-- Opening Marker --

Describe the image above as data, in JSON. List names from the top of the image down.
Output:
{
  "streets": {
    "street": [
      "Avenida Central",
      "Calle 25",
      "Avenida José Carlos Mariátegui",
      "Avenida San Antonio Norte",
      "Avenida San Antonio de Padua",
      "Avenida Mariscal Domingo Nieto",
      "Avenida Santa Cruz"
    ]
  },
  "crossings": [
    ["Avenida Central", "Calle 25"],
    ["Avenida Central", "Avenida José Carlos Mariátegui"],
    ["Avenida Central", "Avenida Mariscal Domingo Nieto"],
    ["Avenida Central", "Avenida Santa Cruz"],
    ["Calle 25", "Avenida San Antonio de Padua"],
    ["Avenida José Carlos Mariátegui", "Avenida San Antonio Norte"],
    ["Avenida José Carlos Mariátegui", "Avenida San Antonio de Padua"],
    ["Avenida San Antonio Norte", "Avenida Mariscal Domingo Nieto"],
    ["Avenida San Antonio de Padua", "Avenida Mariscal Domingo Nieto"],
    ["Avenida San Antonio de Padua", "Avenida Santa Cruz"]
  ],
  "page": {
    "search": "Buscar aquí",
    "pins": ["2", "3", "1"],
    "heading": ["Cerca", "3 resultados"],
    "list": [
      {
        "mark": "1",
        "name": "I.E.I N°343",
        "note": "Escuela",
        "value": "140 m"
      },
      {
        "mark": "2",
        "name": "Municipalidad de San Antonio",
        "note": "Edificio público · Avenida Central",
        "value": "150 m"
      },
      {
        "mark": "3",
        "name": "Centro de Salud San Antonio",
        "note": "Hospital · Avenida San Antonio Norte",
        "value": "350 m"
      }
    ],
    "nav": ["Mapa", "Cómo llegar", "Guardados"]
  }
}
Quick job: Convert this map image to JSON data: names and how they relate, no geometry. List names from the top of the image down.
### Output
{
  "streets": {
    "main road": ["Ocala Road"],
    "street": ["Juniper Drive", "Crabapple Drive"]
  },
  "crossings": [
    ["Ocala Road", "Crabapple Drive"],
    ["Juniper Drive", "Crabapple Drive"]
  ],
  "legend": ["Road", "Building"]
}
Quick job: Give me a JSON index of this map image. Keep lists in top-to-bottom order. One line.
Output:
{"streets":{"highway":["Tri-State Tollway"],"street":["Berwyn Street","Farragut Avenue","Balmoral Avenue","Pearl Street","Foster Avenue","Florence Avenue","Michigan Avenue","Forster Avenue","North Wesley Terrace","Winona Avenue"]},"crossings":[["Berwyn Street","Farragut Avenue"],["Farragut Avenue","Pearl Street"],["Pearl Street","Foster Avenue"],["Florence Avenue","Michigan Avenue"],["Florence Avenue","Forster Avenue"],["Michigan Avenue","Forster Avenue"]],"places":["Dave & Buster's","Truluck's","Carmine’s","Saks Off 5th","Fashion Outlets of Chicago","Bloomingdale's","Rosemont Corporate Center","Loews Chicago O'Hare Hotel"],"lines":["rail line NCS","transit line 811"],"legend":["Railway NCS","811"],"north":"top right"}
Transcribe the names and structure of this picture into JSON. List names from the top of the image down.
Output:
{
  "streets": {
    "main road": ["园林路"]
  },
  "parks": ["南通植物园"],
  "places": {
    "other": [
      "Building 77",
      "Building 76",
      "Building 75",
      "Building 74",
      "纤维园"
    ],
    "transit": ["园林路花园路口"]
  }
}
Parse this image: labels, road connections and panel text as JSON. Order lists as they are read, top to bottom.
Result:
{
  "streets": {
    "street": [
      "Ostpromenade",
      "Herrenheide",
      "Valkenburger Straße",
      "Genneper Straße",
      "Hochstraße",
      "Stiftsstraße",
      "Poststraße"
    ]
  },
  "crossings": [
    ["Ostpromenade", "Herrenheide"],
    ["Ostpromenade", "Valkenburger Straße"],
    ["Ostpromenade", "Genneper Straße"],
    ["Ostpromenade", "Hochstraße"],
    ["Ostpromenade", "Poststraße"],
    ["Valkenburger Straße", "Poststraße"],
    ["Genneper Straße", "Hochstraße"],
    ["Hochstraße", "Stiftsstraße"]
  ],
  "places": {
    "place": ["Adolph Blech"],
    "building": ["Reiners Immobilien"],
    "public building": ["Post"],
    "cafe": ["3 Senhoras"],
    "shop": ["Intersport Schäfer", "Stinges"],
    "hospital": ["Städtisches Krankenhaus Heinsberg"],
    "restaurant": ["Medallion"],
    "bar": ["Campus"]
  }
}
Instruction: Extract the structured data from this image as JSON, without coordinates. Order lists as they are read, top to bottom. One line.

-- Closing Marker --

Task goal: Scan the preceding listing for the string "read" and copy every line where it occurs.

Exercise response:
Parse this image: labels, road connections and panel text as JSON. Order lists as they are read, top to bottom.
Instruction: Extract the structured data from this image as JSON, without coordinates. Order lists as they are read, top to bottom. One line.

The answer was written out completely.